28 Dezembro 2009
Cidadãos Neuróticos - Parte III

22 Dezembro 2009
Cidadão Neuróticos - Parte II
Sogro e sogra chegam em Manaus, para nos visitar. Meus pais chegam poucos dias depois.
Meu sogro e meu pai insistem em ir tomar uma cerveja na Ponta Negra, pois "deve ser bem agradável, esses botecos na Orla, né? Pertinho do Rio..."
Eu concordo com um "ahãm...", dito baixinho.
Chegando no tal "Laranjinha", o mais apresentável dos botecos que lá existem, eles pedem a dita cerveja. Olhando o cardápio, achei tudo muito caro. Meu pai diz pra eu parar de "pão-durisse" que quem vai pagar são eles.

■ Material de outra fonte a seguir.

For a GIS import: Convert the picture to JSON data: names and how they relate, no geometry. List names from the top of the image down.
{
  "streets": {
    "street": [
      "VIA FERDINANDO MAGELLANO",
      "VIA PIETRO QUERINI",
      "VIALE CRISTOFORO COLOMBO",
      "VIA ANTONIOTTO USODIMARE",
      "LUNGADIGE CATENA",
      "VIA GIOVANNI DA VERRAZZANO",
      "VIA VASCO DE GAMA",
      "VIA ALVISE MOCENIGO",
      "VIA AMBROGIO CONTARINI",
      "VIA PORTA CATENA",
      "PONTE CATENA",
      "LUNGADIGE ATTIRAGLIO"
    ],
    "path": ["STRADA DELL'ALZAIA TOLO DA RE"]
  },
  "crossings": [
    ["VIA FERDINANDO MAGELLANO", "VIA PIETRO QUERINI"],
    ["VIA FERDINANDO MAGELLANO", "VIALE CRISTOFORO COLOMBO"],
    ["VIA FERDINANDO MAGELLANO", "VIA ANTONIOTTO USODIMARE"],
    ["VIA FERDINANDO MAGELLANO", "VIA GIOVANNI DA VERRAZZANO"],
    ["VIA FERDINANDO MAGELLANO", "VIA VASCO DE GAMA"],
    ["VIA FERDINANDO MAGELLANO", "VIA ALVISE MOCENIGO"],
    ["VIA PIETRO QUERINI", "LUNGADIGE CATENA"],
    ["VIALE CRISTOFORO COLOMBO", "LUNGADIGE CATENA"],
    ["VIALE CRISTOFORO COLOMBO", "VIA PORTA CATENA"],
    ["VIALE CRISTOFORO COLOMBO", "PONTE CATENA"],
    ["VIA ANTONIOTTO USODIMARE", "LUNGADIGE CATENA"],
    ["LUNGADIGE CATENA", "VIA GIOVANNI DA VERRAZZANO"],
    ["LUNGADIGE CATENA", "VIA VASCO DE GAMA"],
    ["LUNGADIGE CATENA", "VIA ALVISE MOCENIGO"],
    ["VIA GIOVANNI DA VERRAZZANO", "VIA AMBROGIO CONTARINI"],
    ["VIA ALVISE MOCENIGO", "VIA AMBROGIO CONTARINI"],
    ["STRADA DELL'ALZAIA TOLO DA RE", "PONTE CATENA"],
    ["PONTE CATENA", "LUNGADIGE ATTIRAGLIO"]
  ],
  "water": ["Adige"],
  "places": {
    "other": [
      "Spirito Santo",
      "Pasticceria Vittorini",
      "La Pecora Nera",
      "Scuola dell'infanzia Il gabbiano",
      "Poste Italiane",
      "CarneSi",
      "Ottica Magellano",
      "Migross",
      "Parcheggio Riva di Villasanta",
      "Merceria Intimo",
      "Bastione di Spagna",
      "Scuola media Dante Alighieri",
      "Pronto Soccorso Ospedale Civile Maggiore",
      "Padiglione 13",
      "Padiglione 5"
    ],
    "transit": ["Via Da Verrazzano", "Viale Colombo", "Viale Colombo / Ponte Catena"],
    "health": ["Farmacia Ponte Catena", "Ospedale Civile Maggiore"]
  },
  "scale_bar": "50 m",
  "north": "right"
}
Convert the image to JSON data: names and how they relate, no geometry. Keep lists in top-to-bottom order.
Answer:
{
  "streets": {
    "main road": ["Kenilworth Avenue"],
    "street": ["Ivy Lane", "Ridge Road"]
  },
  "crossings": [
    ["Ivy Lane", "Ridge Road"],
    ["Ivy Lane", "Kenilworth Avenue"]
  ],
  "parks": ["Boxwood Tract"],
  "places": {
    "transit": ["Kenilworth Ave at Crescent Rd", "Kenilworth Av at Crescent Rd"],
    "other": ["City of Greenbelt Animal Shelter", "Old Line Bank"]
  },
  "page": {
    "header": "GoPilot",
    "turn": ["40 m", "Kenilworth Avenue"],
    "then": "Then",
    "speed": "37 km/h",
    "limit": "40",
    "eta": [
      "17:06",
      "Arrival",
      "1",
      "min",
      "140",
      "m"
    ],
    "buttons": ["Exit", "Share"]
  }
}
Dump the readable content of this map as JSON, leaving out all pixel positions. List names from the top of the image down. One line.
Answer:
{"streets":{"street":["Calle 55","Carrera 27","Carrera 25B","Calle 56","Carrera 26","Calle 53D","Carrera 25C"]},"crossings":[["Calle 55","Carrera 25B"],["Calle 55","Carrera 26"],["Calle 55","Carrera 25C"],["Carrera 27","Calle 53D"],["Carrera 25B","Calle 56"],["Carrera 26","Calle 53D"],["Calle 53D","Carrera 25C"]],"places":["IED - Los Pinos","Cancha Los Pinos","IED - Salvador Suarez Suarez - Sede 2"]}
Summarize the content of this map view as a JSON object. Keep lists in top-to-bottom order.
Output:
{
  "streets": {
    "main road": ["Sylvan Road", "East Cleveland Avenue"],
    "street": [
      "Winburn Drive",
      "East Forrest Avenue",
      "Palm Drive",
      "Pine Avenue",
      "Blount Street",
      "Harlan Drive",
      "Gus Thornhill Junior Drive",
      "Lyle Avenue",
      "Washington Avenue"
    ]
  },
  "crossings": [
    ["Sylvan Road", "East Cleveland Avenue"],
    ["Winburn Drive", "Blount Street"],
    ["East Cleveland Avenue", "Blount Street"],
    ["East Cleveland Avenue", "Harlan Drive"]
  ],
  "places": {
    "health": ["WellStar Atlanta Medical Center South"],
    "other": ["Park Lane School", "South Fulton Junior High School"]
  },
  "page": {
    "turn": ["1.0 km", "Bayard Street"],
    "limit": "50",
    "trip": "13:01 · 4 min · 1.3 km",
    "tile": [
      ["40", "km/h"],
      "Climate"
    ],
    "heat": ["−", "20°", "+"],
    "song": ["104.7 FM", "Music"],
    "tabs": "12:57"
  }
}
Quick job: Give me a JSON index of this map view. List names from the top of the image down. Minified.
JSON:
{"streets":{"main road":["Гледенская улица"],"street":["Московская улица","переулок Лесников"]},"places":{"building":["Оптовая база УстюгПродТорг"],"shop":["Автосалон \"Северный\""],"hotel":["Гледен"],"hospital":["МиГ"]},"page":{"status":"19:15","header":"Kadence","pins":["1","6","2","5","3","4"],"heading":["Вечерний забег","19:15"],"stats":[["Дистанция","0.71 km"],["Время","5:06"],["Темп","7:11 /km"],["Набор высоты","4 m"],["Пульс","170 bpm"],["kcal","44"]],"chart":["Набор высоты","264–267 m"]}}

Eu sugiro um tira-gosto mais barato (18 reais) e eles aceitam a sugestão: batata-frita com calabresa. Olha aí a "lindeza" do tira-gosto. É ou não é de matar qualquer cidadão amazonense de vergonha?!?! O lugar que é um dos pontos turísticos de Manaus, me serve uma batata frita por 18 reais, e vem isso?!?!?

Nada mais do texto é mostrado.